New ECOH interview: Jan van Dijk
Jan van Dijk has long been a leading figure in European criminology. Currently affiliated to both the Tilburg University and the Netherlands Institute for the Study of Crime and Law Enforcement (NCSR), he previously held senior positions both inside (Leiden University) and outside academia (Dutch Ministry of Justice; United Nations Office on Drugs and Crime; Group of Experts on Action against Trafficking in Human Beings, Council of Europe). His pivotal contributions in various subfields, such as victimology, victimisation and safety surveys, and crime statistics have been widely acknowledged. In fact, Jan van Dijk is the recipient of the ESC European Criminology Award, the Stockholm Prize in Criminology, and the Sellin-Glueck Award of the American Society of Criminology.

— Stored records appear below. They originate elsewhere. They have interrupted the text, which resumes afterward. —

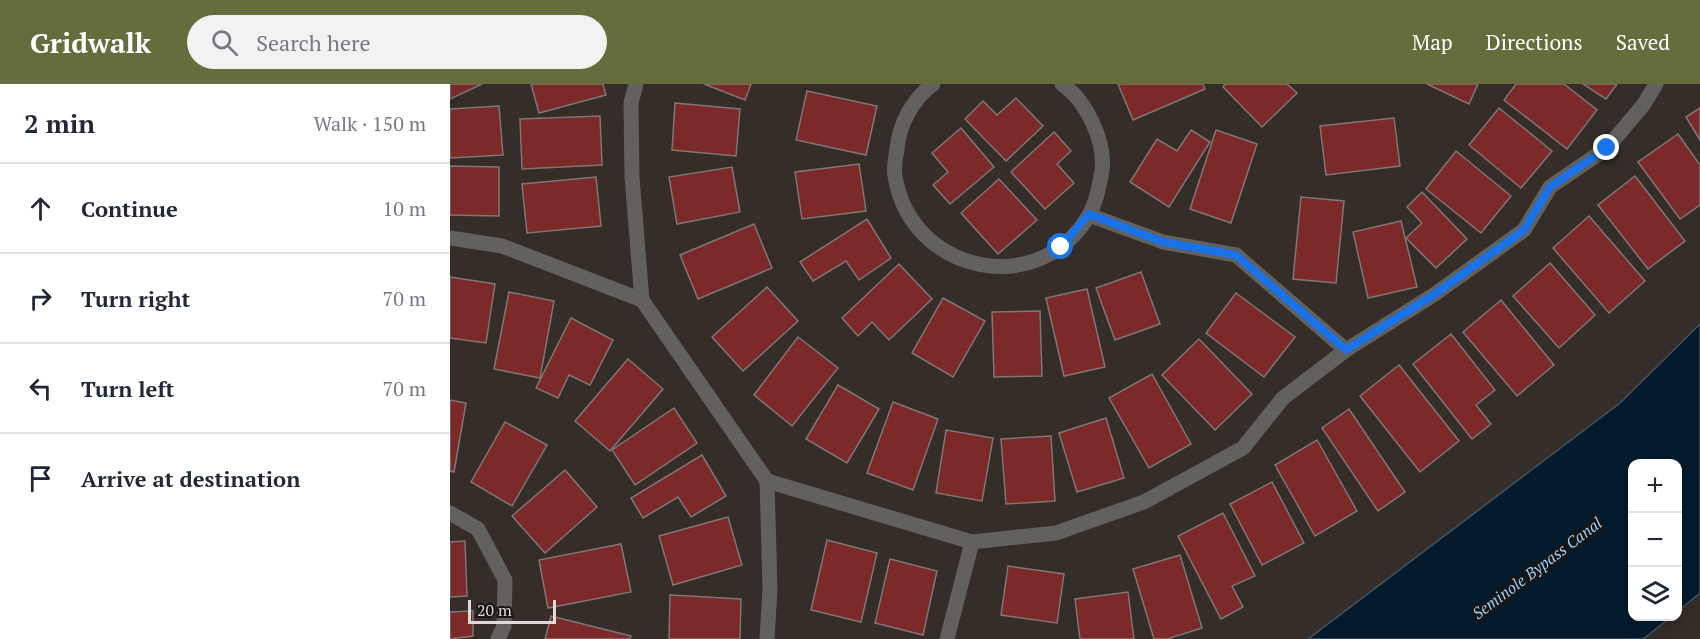 <!DOCTYPE html>
<meta charset="utf-8">
<style>
body{margin:0;font-family:"PT Serif",serif;background:#f2f2f3;color:#1f2937}
.controls{position:absolute;right:18px;bottom:18px;display:grid;overflow:hidden;border-radius:12px;box-shadow:0 3px 15px #0003}
.controls button{width:54px;height:54px;display:grid;place-items:center;padding:0;border:0;border-bottom:2px solid #e0e1e3;background:#fff;color:#1f2937;font:30px sans-serif}
.scale{position:absolute;left:18px;bottom:15px;width:88px;box-sizing:border-box;padding-left:6px;border:3px solid #dfdad7;border-top:0;font-size:16px;line-height:21px;white-space:nowrap;color:#dfdad7;-webkit-text-stroke:4px #191614;paint-order:stroke}
.stop{position:absolute;width:18px;height:18px;margin:-14px;border:4px solid #1a73e8;border-radius:50%;background:#fff}
.stop.end{background:#1a73e8;border-color:#fff;box-shadow:0 2px 6px #0008}
.list{margin:0;padding:0;list-style:none}
h2{display:flex;justify-content:space-between;align-items:center;height:78px;margin:0;padding:0 24px;font-size:26px}
h2 small{font-size:20px;font-weight:400;color:#747a83}
.list li{display:grid;grid-template-columns:39px 1fr auto;gap:18px;align-items:center;box-sizing:border-box;height:90px;padding:0 24px;border-top:2px solid #e0e1e3}
.list b{display:block;font-size:22px;white-space:nowrap}
.list em{font-size:20px;font-style:normal;color:#747a83}
.icon{flex:none;width:33px;height:33px;fill:none;stroke:currentColor;stroke-width:2;stroke-linecap:round;stroke-linejoin:round}
.map{position:relative;flex:none;width:1250px;height:555px;overflow:hidden}
header{display:flex;align-items:center;gap:36px;box-sizing:border-box;height:84px;padding:0 30px;background:#656d3d;color:#fff}
header strong{font-size:28px}
nav{display:flex;gap:33px;margin-inline-start:auto;font-size:21px}
.search{width:420px;height:54px;background:#f2f2f3;display:flex;align-items:center;gap:15px;box-sizing:border-box;padding:0 21px;border-radius:33px;color:#747a83;font-size:22px}
main{display:flex}
aside{flex:1;background:#fff}
.map>svg:first-child{display:block}
.water{fill:#031b2d;stroke:#455460;stroke-width:1.5}
.building{fill:#7b2929;stroke:#817676;stroke-width:1.5}
.lines{fill:none;stroke-linecap:round;stroke-linejoin:round}
.minor{stroke:#63615e;stroke-width:15}
.route{stroke:#1a73e8;stroke-width:8}
.labels{text-anchor:middle;stroke-width:6;stroke-linejoin:round;paint-order:stroke}
.water-label{font-size:16px;font-style:italic;fill:#97d0fd;stroke:#191614}
</style>
<header>
<strong>Gridwalk</strong>
<div class="search"><svg class="icon" aria-label="search" viewBox="0 0 24 24"><circle cx="10" cy="10" r="6"/><path d="M15 15l6 6"/></svg>Search here</div>
<nav><a>Map</a><a>Directions</a><a>Saved</a></nav>
</header>
<main>
<aside>
<h2>2 min<small>Walk · 150 m</small></h2>
<ul class="list">
<li><svg class="icon" aria-label="ahead" viewBox="0 0 24 24"><path d="M12 20V5M6 11l6-6 6 6"/></svg><div><b>Continue</b></div><em>10 m</em></li>
<li><svg class="icon" aria-label="right" viewBox="0 0 24 24"><path d="M7 20v-9h11M14 6l5 5-5 5"/></svg><div><b>Turn right</b></div><em>70 m</em></li>
<li><svg class="icon" aria-label="left" viewBox="0 0 24 24"><path d="M17 20v-9H6M10 6l-5 5 5 5"/></svg><div><b>Turn left</b></div><em>70 m</em></li>
<li><svg class="icon" aria-label="arrive" viewBox="0 0 24 24"><path d="M6 21V4h12l-3 4 3 4H6"/></svg><div><b>Arrive at destination</b></div></li>
</ul>
</aside>
<div class="map">
<svg width="1250" height="555" viewBox="0 0 1250 555">
<rect width="100%" height="100%" fill="#342d28"/>
<path class="water" d="M1250,240V509L1228,527V380H1182V532L1221,533L1193,555H858L1170,319Z"/>
<g class="building">
<path d="M0,0H32L0,15Z"/>
<path d="M81,0H153L156,11L89,29Z"/>
<path d="M254,0H301L295,16Z"/>
<path d="M668,0H753L755,5L683,36Z"/>
<path d="M775,0H837L847,9L812,43L773,3Z"/>
<path d="M977,0H1028L1019,20Z"/>
<path d="M1066,0H1114L1147,26L1117,65L1054,16Z"/>
<path d="M1133,0H1167L1156,15Z"/>
<path d="M357,7L427,22L416,71L346,56Z"/>
<path d="M566,14L593,42L556,77L515,35L533,17L547,31Z"/>
<path d="M225,19L290,25L286,72L222,66Z"/>
<path d="M49,22L53,71L0,74V25Z"/>
<path d="M1049,24L1102,67L1071,104L1019,61Z"/>
<path d="M1250,24V56L1236,33Z"/>
<path d="M150,32L152,81L72,85L70,35Z"/>
<path d="M944,34L950,82L876,91L870,42Z"/>
<path d="M511,44L544,83L500,120L483,101L498,88L482,69Z"/>
<path d="M741,46L760,58L719,123L680,98L707,55L727,67Z"/>
<path d="M766,46L807,60L781,139L740,125Z"/>
<path d="M604,48L621,67L607,80L624,99L595,125L561,88Z"/>
<path d="M1228,50L1250,81V121L1230,135L1188,78Z"/>
<path d="M1006,67L1061,112L1031,149L976,105Z"/>
<path d="M409,80L416,127L352,135L345,88Z"/>
<path d="M0,82L49,83V132L0,131Z"/>
<path d="M282,83L290,128L227,140L219,93Z"/>
<path d="M1185,92L1235,157L1198,185L1148,121Z"/>
<path d="M146,93L151,142L77,149L72,100Z"/>
<path d="M549,95L587,136L548,170L511,129Z"/>
<path d="M972,108L1017,155L986,184L956,154L972,139L957,123Z"/>
<path d="M851,113L894,117L886,199L843,195Z"/>
<path d="M1139,132L1195,197L1159,229L1103,164Z"/>
<path d="M417,135L441,174L409,196L396,177L363,197L350,178Z"/>
<path d="M951,137L967,203L918,214L903,148Z"/>
<path d="M304,140L322,184L248,215L230,171Z"/>
<path d="M1100,179L1145,231L1109,264L1063,212Z"/>
<path d="M449,180L482,215L439,256L422,238L408,252L392,234Z"/>
<path d="M691,188L710,240L665,256L646,204Z"/>
<path d="M0,193L45,200L36,259L0,254Z"/>
<path d="M317,203L348,237L293,287L262,253Z"/>
<path d="M637,205L655,283L614,292L596,214Z"/>
<path d="M59,208L104,217L90,294L44,285Z"/>
<path d="M786,209L845,253L814,293L756,249Z"/>
<path d="M493,214L535,237L503,293L462,269Z"/>
<path d="M1051,216L1104,281L1067,312L1013,248Z"/>
<path d="M590,227L592,292L544,293L542,228Z"/>
<path d="M121,234L163,256L140,301L119,291L108,314L86,304Z"/>
<path d="M1001,250L1045,306L1026,321L1041,340L1022,355L963,280Z"/>
<path d="M348,253L388,284L342,342L304,311Z"/>
<path d="M749,255L802,310L765,346L712,291Z"/>
<path d="M178,275L213,305L160,367L125,337Z"/>
<path d="M949,281L1009,357L970,388L910,312Z"/>
<path d="M702,290L741,360L699,384L659,314Z"/>
<path d="M388,301L429,325L397,379L356,355Z"/>
<path d="M0,316L16,319L4,388L0,387Z"/>
<path d="M443,318L488,335L463,406L417,389Z"/>
<path d="M224,324L247,359L185,401L162,366Z"/>
<path d="M899,325L955,408L928,427L872,344Z"/>
<path d="M656,334L674,394L627,408L609,349Z"/>
<path d="M55,338L97,361L62,422L21,398Z"/>
<path d="M496,346L543,354L532,417L486,409Z"/>
<path d="M601,352L605,417L556,420L551,355Z"/>
<path d="M867,356L907,427L865,452L825,381Z"/>
<path d="M252,371L276,412L241,433L228,413L193,434L181,414Z"/>
<path d="M115,386L147,423L95,469L62,432Z"/>
<path d="M822,398L854,459L812,481L780,420Z"/>
<path d="M773,429L805,492L782,502L793,523L771,535L728,452Z"/>
<path d="M278,433L292,481L223,501L209,452Z"/>
<path d="M377,456L427,469L411,538L361,526Z"/>
<path d="M15,457L17,512L0,513V458Z"/>
<path d="M171,460L181,508L98,524L89,476Z"/>
<path d="M730,471L752,544L717,555H704L683,485Z"/>
<path d="M440,475L487,487L473,551L425,539Z"/>
<path d="M558,482L614,490L607,539L551,531Z"/>
<path d="M678,508L684,555H630L625,515Z"/>
<path d="M220,511L291,515L290,555H219Z"/>
<path d="M23,527V552L0,555V528Z"/>
<path d="M101,532L181,552L180,555H95Z"/>
</g>
<g class="lines">
<g class="minor">
<path d="M186,0L181,19L182,93L192,216L317,397L522,458L606,449L694,418L793,364L833,314L896,266L985,210L1074,146L1100,103L1157,64L1194,20L1206,0"/>
<path d="M483,0C463,15 449,40 447,65C446,73 443,84 445,92C460,189 589,217 639,131C645,121 649,103 651,92C658,61 637,17 612,0"/>
<path d="M639,131L713,158L786,171L896,266"/>
<path d="M0,154L52,162L192,216"/>
<path d="M0,429L28,445L55,496L54,542L48,555"/>
<path d="M317,555L320,505L317,397"/>
<path d="M497,555L522,458"/>
</g>
</g>
<g class="lines">
<path class="route" d="M611,163L639,130L713,158L786,171L896,266L985,210L1074,146L1100,103L1157,64"/>
</g>
<g class="labels">
<g class="water-label">
<text transform="translate(1087 484) rotate(-37)" y="6">Seminole Bypass Canal</text>
</g>
</g>
</svg>
<div class="controls">
<button>+</button>
<button>−</button>
<button><svg class="icon" aria-label="layers" viewBox="0 0 24 24"><path d="M12 4l9 5-9 5-9-5zM3 14l9 5 9-5"/></svg></button>
</div>
<div class="scale">20 m</div>
<div class="stop" style="left:611px;top:163px"></div>
<div class="stop end" style="left:1157px;top:64px"></div>
</div>
</main>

In this ECOH interview conducted by NCSR’s Catrien Bijleveld, van Dijk revisits his decades-long career, reflecting on how criminology looked like in the Netherlands back in the 1970s and 1980s, when criminology degrees and criminology departments had been created only in a handful of European countries. In his conversation with Bijleveld, the Dutch criminologist examines the gradual emergence of victimology as a distinct area within crime and justice studies across Europe. He also comments on the development of victimisation surveys in many jurisdictions since the last decades of the twentieth century, and specifically on the International Crime Victims Survey, in whose creation and consolidation van Dijk played a vital role. Relying on those ways of measuring crime, he challenges the thesis of the crime drop, thereby nuancing conventional knowledge on recent crime changes. In addition, drawing on this long and successful career, Jan van Dijk offers insightful reflections on the current challenges of European criminology.